Simon, Simone (1910—)
Simon, Simone (1910—)
French actress. Born on April 23, 1910, in Béthune, France; attended schools in Berlin, Budapest, and Turin; never married; no children.
Selected filmography:
Le Chanteur inconnu (Fr., 1931); Mam'zelle Nitouche (Fr., 1931); Tire-au-Flanc (Fr., 1933); Le Lac aux Dames (Fr., 1934); Les Yeux noirs (Dark Eyes, Fr., 1935); Les Beaux Jours (Fr., 1935); Girls' Dormitory (US, 1936); Ladies in Love (US, 1936); Seventh Heaven (US, 1937); Love and Hisses (US, 1937); Josette (US, 1938); La Bête humaine (The Human Beast, Fr., 1938); All That Money Can Buy (1941); Cat People(1942); Tahiti Honey (1943); The Curse of the Cat People (1944); Mademoiselle Fifi (1944); Pétrus (Fr., 1946); Temptation Harbor (UK, 1947); Donne senza Nome (Women Without Names, It., 1950); La Ronde (Fr., 1950); Olivia (Pit of Loneliness, Fr., 1951); La Plaisir (House of Pleasure, Fr., 1952); Double Destin (Fr., 1955); The Extra Day (UK, 1956); La Femme en Bleu (1973).
Although it was once rumored that actress Simone Simon was the love child of Marion Davies and William Randolph Hearst, she was in fact born in 1910 in Béthune, France, to a French engineer father and an Italian mother. After living in a number of European locales as a child, Simon and her family settled in Paris when she was in her teens. There, she worked briefly as a fashion designer and model before she was discovered in a Paris café by Russian director Victor Tourjansky, who offered her a part in his forthcoming Paris-lo-cation movie, Le Chanteur inconnu (1931). Audiences were enchanted by Simon, with her petite stature and kittenish quality. After roles in several additional French films, among them Mam'zelle Nitouche (1931), Le Lac aux Dames (1934), and Les Beaux Jours (1935), Simone came to the attention of 20th Century-Fox, which brought her to America billed as "Europe's Sweetheart."

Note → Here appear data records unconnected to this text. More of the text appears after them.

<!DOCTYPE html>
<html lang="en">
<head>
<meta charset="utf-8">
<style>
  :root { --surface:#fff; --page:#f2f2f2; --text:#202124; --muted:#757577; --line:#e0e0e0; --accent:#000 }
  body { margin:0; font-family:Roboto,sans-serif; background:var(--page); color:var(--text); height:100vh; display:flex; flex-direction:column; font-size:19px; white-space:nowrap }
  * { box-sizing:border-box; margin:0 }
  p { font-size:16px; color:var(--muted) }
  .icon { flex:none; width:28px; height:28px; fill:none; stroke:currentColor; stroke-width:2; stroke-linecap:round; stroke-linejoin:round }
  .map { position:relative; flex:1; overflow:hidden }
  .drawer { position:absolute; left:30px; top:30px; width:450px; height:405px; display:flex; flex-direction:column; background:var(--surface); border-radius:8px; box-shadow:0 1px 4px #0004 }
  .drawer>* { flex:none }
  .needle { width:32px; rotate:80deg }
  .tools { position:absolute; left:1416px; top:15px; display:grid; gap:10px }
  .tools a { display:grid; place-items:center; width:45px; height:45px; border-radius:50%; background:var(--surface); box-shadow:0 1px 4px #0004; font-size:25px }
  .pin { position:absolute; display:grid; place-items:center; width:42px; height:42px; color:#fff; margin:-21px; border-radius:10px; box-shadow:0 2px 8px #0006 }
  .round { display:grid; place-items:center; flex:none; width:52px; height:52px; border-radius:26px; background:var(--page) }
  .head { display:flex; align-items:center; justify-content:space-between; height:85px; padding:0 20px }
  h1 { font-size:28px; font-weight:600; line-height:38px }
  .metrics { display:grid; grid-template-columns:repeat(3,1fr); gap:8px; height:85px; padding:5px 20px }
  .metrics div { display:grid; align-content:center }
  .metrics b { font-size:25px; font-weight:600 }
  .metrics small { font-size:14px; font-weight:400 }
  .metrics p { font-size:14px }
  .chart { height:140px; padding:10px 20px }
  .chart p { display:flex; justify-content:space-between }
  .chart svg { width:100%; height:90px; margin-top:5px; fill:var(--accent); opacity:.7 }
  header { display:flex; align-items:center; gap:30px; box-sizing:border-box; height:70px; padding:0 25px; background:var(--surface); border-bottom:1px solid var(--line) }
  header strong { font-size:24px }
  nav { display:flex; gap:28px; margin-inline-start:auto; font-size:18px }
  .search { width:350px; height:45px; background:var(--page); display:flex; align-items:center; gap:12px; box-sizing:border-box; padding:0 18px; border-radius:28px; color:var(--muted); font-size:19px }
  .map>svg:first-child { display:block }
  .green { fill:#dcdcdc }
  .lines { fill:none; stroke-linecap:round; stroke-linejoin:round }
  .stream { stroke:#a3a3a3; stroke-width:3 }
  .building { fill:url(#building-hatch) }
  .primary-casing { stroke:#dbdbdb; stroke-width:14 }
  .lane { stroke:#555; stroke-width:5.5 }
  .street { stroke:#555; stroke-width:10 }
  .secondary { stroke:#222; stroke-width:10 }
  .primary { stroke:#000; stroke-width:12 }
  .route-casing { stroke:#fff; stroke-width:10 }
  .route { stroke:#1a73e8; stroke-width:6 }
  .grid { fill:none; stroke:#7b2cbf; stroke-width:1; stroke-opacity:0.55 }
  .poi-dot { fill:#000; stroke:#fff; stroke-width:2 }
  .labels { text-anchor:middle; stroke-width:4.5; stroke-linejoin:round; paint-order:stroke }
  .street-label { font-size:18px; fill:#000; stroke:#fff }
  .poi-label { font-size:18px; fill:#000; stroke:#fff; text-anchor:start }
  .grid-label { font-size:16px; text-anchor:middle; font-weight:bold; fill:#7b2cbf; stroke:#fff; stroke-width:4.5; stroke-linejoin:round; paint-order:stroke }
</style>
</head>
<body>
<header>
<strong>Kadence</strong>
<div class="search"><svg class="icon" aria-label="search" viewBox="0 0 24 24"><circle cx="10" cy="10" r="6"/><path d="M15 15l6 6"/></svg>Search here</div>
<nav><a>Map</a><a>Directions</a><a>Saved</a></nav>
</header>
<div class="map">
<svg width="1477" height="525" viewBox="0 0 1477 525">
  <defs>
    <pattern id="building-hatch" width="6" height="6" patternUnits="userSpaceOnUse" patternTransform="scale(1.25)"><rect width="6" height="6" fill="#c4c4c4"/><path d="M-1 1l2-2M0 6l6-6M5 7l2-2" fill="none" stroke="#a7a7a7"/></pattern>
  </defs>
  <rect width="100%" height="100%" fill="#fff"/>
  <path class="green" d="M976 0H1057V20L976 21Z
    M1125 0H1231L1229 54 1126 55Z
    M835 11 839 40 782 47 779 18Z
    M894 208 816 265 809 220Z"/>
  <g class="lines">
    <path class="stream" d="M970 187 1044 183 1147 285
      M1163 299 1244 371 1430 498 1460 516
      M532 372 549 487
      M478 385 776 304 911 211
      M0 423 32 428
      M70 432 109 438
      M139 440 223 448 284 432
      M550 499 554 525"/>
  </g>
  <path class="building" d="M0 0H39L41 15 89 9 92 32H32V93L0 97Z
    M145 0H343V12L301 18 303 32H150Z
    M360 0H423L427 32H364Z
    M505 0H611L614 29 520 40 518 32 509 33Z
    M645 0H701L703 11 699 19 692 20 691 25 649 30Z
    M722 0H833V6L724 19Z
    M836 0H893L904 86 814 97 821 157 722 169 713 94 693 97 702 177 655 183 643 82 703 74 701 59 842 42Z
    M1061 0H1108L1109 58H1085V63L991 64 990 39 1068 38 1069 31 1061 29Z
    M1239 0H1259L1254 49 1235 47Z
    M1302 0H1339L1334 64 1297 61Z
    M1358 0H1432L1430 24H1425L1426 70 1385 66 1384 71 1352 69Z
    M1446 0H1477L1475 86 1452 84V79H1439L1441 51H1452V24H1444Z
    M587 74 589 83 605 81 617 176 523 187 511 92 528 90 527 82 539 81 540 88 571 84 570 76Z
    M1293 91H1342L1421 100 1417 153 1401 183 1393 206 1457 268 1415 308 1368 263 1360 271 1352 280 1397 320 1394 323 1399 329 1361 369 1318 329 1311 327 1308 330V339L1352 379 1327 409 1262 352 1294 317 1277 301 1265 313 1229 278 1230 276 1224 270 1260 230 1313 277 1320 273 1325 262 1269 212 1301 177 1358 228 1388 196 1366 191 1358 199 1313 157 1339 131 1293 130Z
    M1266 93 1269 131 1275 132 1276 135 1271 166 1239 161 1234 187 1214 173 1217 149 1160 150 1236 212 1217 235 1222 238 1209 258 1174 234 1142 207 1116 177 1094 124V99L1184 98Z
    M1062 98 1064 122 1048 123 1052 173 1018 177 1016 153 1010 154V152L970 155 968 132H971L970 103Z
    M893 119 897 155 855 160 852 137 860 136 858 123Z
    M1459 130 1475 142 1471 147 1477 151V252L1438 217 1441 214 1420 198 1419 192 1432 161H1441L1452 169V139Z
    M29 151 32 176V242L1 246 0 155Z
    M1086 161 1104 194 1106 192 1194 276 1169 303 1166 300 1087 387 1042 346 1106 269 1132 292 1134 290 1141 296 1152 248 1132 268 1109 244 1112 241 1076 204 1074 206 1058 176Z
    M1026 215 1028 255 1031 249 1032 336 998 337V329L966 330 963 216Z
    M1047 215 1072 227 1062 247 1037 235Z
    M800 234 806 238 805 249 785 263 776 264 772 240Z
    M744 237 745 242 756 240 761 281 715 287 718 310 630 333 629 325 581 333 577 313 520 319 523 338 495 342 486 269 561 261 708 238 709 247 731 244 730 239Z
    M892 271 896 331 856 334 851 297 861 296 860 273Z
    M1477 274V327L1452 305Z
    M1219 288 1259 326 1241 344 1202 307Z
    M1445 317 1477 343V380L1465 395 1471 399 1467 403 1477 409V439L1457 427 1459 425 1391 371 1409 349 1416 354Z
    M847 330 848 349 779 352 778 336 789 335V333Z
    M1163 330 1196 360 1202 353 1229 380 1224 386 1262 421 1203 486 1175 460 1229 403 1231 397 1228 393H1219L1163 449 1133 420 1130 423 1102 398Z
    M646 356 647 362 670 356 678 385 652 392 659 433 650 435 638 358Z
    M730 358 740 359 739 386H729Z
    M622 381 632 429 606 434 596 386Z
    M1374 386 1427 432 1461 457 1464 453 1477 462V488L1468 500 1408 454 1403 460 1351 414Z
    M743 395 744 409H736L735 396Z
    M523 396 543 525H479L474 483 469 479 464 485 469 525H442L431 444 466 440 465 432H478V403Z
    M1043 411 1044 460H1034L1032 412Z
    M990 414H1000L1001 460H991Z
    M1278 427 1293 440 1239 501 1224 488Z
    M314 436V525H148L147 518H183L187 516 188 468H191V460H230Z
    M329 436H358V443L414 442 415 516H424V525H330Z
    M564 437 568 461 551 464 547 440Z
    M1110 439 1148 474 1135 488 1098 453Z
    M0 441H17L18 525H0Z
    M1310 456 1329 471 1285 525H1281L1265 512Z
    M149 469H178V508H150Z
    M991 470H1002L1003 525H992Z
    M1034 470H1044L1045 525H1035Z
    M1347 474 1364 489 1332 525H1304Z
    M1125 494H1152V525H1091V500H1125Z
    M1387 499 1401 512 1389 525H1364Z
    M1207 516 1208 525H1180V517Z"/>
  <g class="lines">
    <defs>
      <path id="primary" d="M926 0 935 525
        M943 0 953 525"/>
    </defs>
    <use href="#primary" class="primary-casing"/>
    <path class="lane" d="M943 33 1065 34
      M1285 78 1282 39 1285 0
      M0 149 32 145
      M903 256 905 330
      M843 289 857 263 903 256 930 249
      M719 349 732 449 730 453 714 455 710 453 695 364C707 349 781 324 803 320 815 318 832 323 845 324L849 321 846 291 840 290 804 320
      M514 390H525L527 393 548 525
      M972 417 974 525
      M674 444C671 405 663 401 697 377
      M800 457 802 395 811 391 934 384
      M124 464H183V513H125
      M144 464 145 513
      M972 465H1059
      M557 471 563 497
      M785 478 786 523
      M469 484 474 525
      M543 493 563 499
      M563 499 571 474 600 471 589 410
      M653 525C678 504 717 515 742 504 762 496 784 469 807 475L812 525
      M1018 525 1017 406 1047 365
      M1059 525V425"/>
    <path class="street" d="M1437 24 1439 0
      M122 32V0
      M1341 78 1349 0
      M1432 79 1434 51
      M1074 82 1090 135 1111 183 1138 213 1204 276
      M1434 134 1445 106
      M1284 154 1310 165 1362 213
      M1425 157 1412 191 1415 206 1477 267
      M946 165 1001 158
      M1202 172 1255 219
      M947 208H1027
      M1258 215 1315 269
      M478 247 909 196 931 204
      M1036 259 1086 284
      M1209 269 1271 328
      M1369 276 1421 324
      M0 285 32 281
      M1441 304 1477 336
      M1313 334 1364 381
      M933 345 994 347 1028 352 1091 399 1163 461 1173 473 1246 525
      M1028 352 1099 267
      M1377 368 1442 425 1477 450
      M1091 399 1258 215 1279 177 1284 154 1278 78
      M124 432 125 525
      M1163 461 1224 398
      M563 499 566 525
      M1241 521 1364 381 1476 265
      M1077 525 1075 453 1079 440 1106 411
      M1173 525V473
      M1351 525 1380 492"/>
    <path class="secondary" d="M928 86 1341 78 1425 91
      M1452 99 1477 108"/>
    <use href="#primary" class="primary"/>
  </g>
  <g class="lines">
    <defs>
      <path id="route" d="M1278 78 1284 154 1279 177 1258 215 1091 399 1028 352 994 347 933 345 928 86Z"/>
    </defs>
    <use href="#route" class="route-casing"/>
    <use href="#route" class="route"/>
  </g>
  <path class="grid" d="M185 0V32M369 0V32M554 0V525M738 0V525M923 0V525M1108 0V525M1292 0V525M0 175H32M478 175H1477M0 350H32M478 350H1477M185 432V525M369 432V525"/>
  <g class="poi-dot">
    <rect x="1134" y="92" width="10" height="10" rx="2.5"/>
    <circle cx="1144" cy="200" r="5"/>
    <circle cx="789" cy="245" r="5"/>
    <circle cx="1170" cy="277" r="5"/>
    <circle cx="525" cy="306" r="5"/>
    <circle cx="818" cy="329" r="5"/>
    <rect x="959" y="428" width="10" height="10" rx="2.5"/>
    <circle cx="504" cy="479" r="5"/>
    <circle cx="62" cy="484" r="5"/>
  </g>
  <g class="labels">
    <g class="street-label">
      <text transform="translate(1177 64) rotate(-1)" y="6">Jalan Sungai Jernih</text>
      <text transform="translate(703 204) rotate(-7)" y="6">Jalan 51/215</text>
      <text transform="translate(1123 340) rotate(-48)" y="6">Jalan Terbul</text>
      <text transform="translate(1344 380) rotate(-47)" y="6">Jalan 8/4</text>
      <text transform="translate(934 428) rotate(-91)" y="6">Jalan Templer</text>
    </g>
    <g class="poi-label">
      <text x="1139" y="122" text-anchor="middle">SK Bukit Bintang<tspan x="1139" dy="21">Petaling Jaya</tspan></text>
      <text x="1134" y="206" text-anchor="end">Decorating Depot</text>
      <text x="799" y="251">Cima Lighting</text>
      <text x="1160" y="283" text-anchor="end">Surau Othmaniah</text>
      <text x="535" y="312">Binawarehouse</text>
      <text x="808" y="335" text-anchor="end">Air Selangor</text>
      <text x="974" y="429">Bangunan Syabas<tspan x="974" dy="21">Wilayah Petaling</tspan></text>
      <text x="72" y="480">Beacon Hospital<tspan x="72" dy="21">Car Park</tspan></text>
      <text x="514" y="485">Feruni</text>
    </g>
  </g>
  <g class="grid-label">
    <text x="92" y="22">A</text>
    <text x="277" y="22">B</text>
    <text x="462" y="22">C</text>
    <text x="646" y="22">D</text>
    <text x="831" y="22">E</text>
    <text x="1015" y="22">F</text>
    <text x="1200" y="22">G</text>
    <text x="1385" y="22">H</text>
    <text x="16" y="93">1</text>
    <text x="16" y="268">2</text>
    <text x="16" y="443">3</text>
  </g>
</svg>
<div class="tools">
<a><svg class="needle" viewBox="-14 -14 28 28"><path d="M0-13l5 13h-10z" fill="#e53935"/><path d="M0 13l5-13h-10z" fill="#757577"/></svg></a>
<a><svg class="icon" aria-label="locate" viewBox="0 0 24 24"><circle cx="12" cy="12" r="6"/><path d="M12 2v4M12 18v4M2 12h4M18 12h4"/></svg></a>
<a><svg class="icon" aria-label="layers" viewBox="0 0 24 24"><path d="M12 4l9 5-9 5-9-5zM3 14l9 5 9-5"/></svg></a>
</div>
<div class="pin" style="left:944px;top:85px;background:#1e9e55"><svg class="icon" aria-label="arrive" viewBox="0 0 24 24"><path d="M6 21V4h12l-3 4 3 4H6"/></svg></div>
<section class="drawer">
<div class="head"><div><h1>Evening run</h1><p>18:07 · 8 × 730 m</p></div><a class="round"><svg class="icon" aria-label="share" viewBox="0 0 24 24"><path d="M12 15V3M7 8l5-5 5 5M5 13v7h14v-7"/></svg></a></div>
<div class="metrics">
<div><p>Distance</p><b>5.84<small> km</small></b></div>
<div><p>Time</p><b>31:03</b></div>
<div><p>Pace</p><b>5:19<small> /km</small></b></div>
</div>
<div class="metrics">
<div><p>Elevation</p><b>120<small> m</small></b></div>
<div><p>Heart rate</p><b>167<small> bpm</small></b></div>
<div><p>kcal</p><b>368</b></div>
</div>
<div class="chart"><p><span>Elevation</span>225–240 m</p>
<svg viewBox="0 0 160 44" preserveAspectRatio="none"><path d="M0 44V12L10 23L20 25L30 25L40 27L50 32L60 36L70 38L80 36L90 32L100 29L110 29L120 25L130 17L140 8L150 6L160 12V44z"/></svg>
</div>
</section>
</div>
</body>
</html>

It was not an easy transition for Simone, who for the next two years had a running battle with the studio over the roles they selected for her and their efforts to give her a sleeker, more glamorous appearance. From the studio's point of view, she was temperamental and uncooperative. Fox replaced her with Claudette Colbert in Under Two Flags (1936), intended as her American debut, relegating her to a small role in Girls' Dormitory (1936) instead. She subsequently appeared in Seventh Heaven (1937), Love and Hisses (1937), and Josette (1938), gaining quite a following. Despite her growing popularity, however, she returned to France.
Following her glowing performance in Claude Renoir's La Bête humaine (The Human Beast, 1938), she was invited back to Hollywood. Her second visit proved to be more productive. The best of her second round of American films, Cat People (1942), was praised by Pauline Kael as revolutionary in the horror movie genre for its artful use of suggestion, sound effect, and camera angles; Cat People and its sequel Curse of the Cat People (1943) are now considered classics. During the early 1940s, in addition to her film work, Simon made a few vaudeville appearances and starred in the illfated musical Three After Three, which closed before making it to Broadway.
At the end of World War II, Simon once again returned to France. She continued to make French, English, and European movies throughout the mid-1950s, then was not seen on the screen again until 1973, when she appeared in La Femme en Bleu. She did make an appearance on the Paris stage in 1966, in La Courte Paille opposite Jean Meyer. The actress never married, although her relationship with a wealthy married Frenchman was the talk of Paris for many years.
sources:
Halliwell, Leslie. Halliwell's Film Guide. NY: Scribner, 1983.
Katz, Ephraim. The Film Encyclopedia. NY: Harper-Collins, 1994.
Lamparski, Richard. Whatever Became of …? 2nd series. NY: Crown, 1967.